EXERCISE MATERIAL:
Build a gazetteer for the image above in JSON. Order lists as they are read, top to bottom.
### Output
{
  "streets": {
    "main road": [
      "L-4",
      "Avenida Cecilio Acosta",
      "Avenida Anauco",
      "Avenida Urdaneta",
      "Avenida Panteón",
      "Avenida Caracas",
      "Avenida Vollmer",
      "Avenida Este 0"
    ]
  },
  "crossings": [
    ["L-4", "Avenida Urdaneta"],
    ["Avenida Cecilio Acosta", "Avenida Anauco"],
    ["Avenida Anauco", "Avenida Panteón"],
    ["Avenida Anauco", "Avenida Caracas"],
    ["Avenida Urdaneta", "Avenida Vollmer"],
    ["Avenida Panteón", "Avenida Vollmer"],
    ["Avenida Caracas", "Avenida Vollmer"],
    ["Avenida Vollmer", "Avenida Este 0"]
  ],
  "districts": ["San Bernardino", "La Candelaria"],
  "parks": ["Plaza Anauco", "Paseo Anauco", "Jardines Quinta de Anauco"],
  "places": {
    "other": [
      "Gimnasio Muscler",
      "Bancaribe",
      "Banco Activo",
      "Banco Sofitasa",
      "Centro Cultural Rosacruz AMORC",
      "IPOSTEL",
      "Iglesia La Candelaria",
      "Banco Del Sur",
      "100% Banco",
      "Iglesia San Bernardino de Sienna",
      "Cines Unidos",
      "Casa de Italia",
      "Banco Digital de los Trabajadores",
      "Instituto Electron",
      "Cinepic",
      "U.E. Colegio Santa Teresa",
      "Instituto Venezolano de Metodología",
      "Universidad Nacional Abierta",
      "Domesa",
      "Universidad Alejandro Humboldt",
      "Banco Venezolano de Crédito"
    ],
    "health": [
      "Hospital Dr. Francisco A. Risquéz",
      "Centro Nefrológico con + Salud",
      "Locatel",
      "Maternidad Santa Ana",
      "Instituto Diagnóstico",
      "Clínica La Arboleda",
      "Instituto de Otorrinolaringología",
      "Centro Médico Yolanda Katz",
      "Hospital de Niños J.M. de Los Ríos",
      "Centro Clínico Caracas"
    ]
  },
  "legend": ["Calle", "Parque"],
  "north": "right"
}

WHAT IS NEEDED: All entries shown above should be duplicated without a single difference.

EXPECTED ANSWER:
Build a gazetteer for the image above in JSON. Order lists as they are read, top to bottom.
### Output
{
  "streets": {
    "main road": [
      "L-4",
      "Avenida Cecilio Acosta",
      "Avenida Anauco",
      "Avenida Urdaneta",
      "Avenida Panteón",
      "Avenida Caracas",
      "Avenida Vollmer",
      "Avenida Este 0"
    ]
  },
  "crossings": [
    ["L-4", "Avenida Urdaneta"],
    ["Avenida Cecilio Acosta", "Avenida Anauco"],
    ["Avenida Anauco", "Avenida Panteón"],
    ["Avenida Anauco", "Avenida Caracas"],
    ["Avenida Urdaneta", "Avenida Vollmer"],
    ["Avenida Panteón", "Avenida Vollmer"],
    ["Avenida Caracas", "Avenida Vollmer"],
    ["Avenida Vollmer", "Avenida Este 0"]
  ],
  "districts": ["San Bernardino", "La Candelaria"],
  "parks": ["Plaza Anauco", "Paseo Anauco", "Jardines Quinta de Anauco"],
  "places": {
    "other": [
      "Gimnasio Muscler",
      "Bancaribe",
      "Banco Activo",
      "Banco Sofitasa",
      "Centro Cultural Rosacruz AMORC",
      "IPOSTEL",
      "Iglesia La Candelaria",
      "Banco Del Sur",
      "100% Banco",
      "Iglesia San Bernardino de Sienna",
      "Cines Unidos",
      "Casa de Italia",
      "Banco Digital de los Trabajadores",
      "Instituto Electron",
      "Cinepic",
      "U.E. Colegio Santa Teresa",
      "Instituto Venezolano de Metodología",
      "Universidad Nacional Abierta",
      "Domesa",
      "Universidad Alejandro Humboldt",
      "Banco Venezolano de Crédito"
    ],
    "health": [
      "Hospital Dr. Francisco A. Risquéz",
      "Centro Nefrológico con + Salud",
      "Locatel",
      "Maternidad Santa Ana",
      "Instituto Diagnóstico",
      "Clínica La Arboleda",
      "Instituto de Otorrinolaringología",
      "Centro Médico Yolanda Katz",
      "Hospital de Niños J.M. de Los Ríos",
      "Centro Clínico Caracas"
    ]
  },
  "legend": ["Calle", "Parque"],
  "north": "right"
}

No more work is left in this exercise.